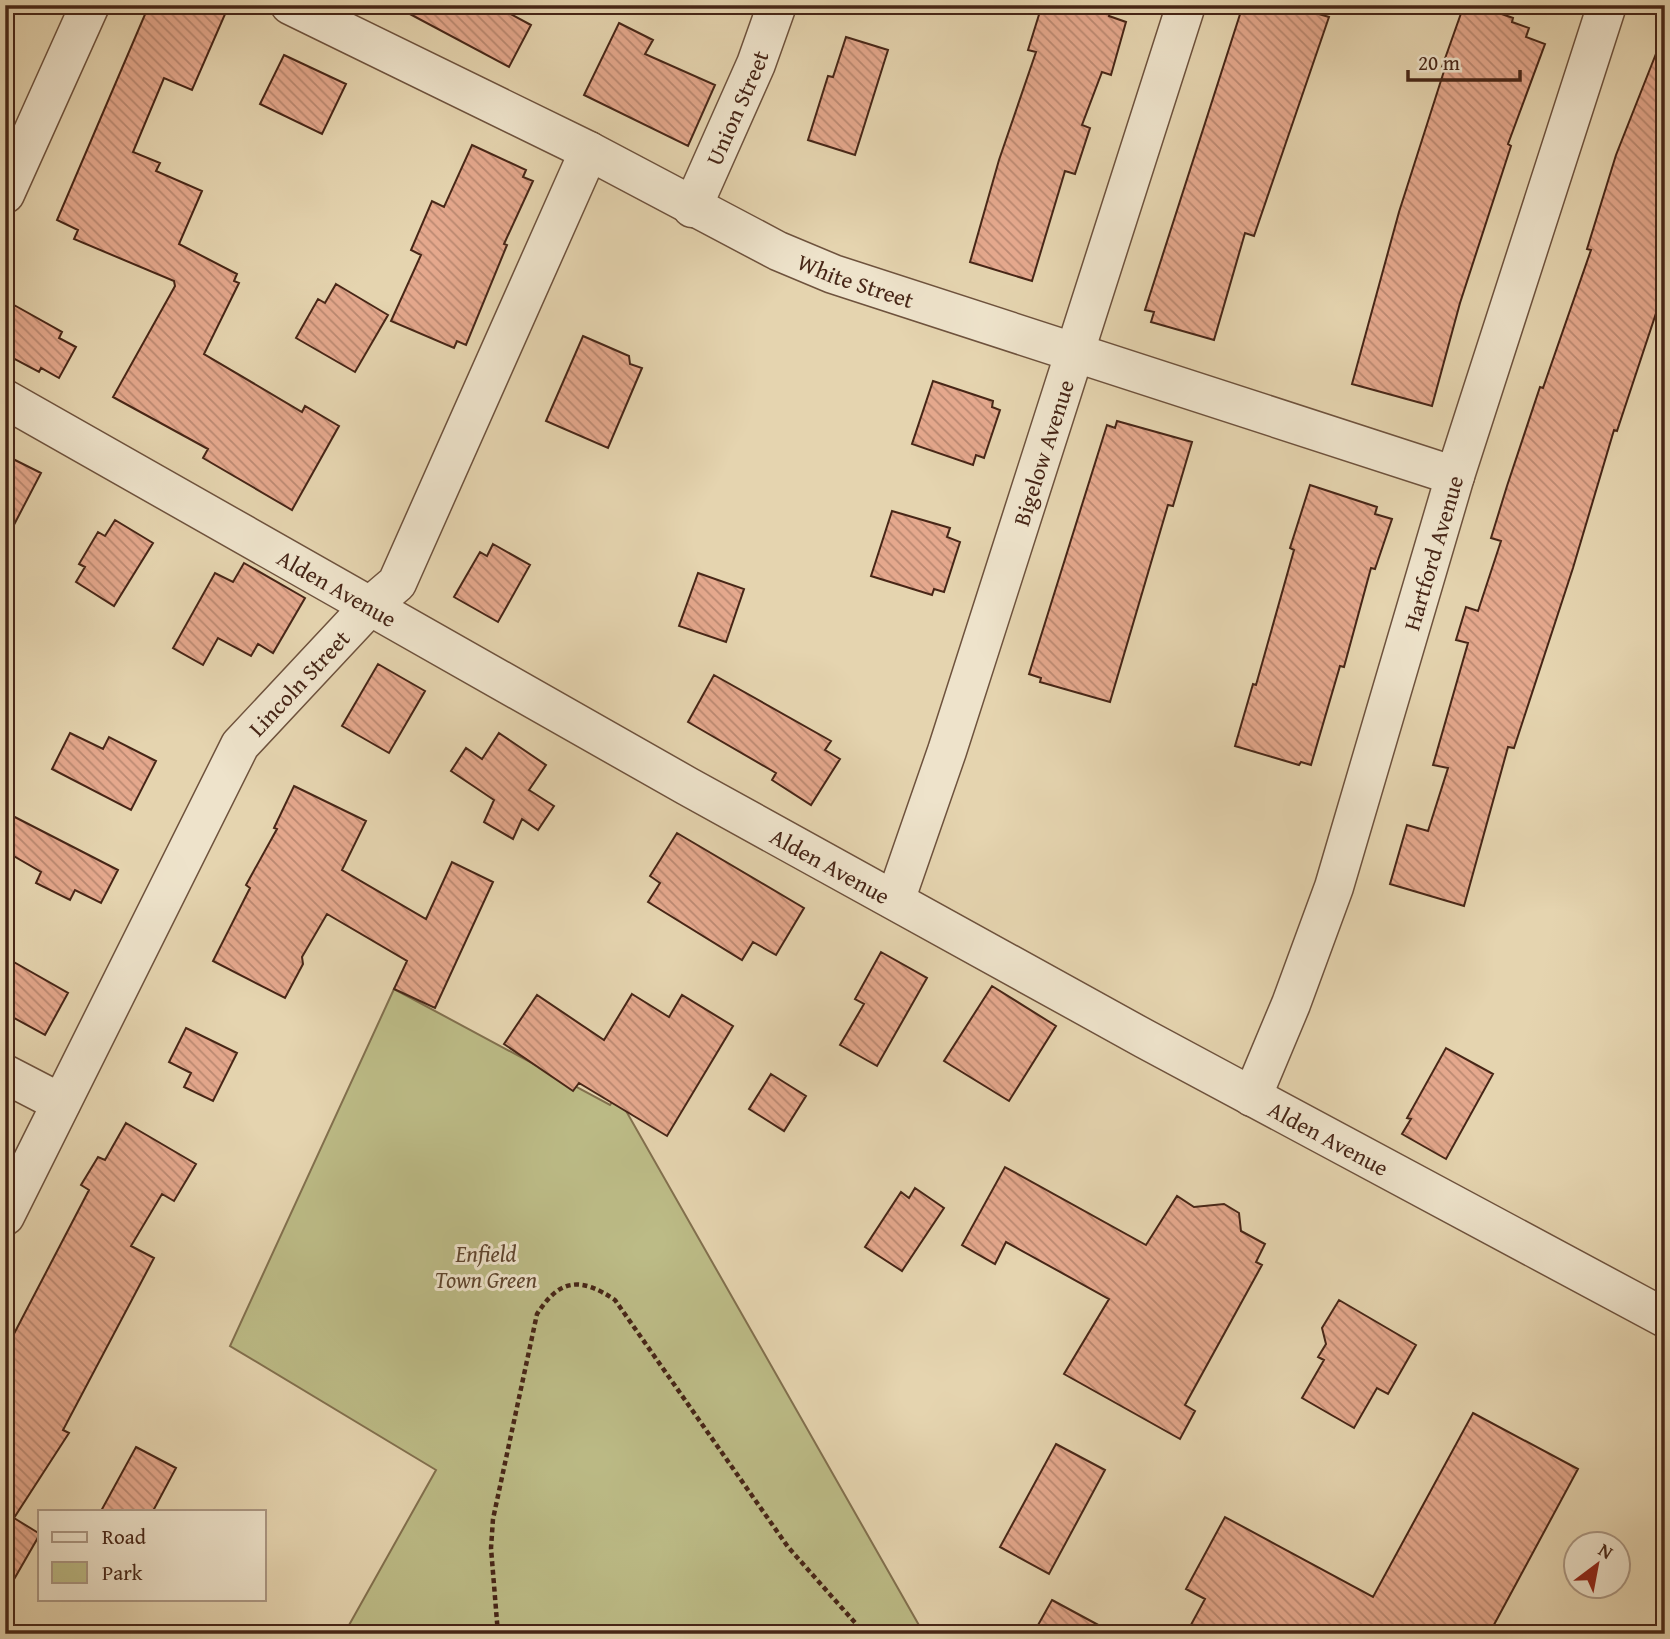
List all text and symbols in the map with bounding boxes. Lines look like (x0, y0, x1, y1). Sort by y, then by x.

--

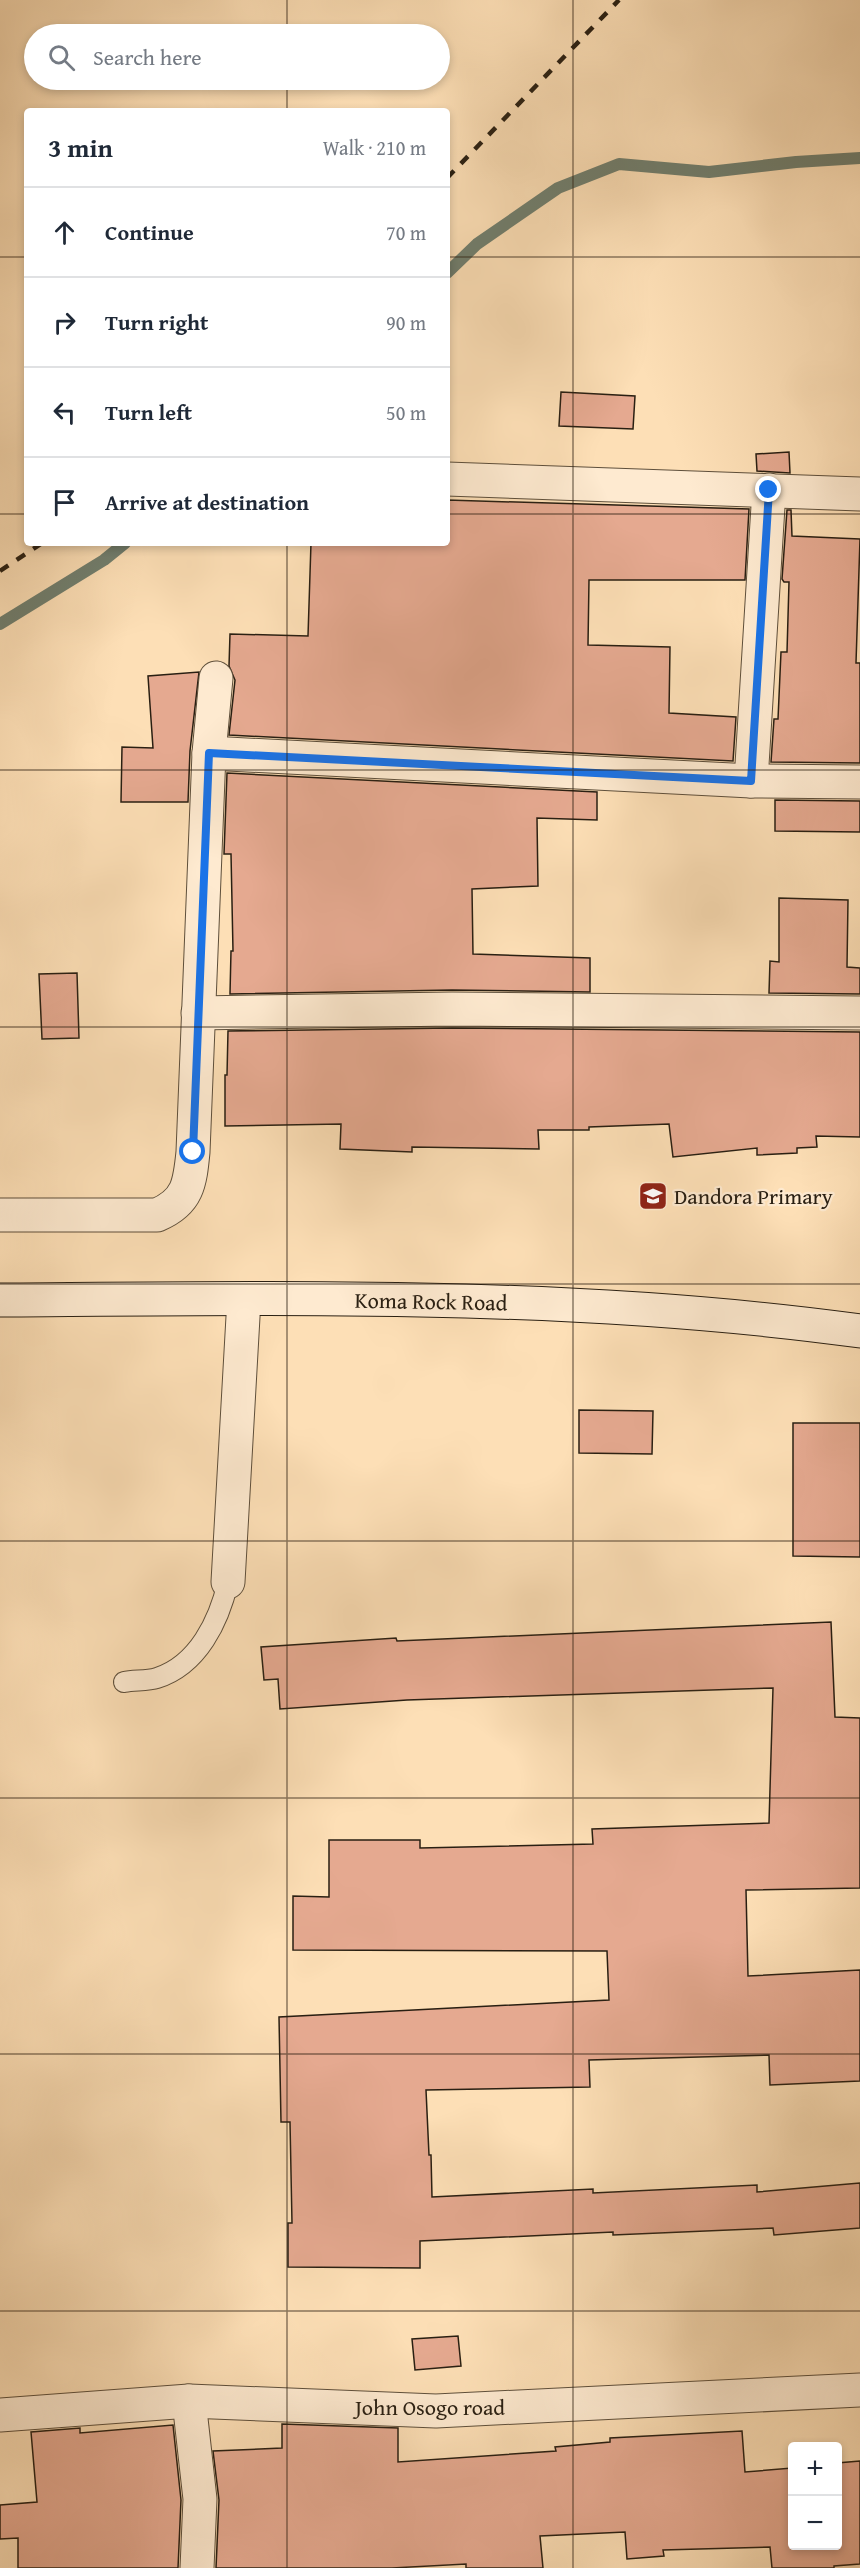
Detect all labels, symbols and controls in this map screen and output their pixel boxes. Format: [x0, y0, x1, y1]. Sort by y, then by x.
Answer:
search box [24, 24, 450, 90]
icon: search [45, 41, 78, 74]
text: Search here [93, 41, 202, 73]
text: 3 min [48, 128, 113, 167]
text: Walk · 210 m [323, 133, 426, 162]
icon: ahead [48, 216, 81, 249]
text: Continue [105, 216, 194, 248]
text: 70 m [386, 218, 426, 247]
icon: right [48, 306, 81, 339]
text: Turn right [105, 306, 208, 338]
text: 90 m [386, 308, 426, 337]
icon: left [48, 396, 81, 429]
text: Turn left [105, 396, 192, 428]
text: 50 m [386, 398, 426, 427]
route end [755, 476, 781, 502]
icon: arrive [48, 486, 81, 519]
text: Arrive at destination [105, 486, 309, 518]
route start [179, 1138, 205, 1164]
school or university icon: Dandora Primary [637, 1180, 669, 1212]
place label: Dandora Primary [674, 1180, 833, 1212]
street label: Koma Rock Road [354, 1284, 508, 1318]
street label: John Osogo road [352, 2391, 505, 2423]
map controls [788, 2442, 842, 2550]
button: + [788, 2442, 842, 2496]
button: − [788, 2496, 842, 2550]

§ PROMPT: What lines in the listing include the string "then"? Copy them out.

§ RESULT OF THIS TASK:
List all text and symbols in the map with bounding boxes. Lines look like (x0, y0, x1, y1). Sort by y, then by x.
Detect all labels, symbols and controls in this map screen and output their pixel boxes. Format: [x0, y0, x1, y1]. Sort by y, then by x.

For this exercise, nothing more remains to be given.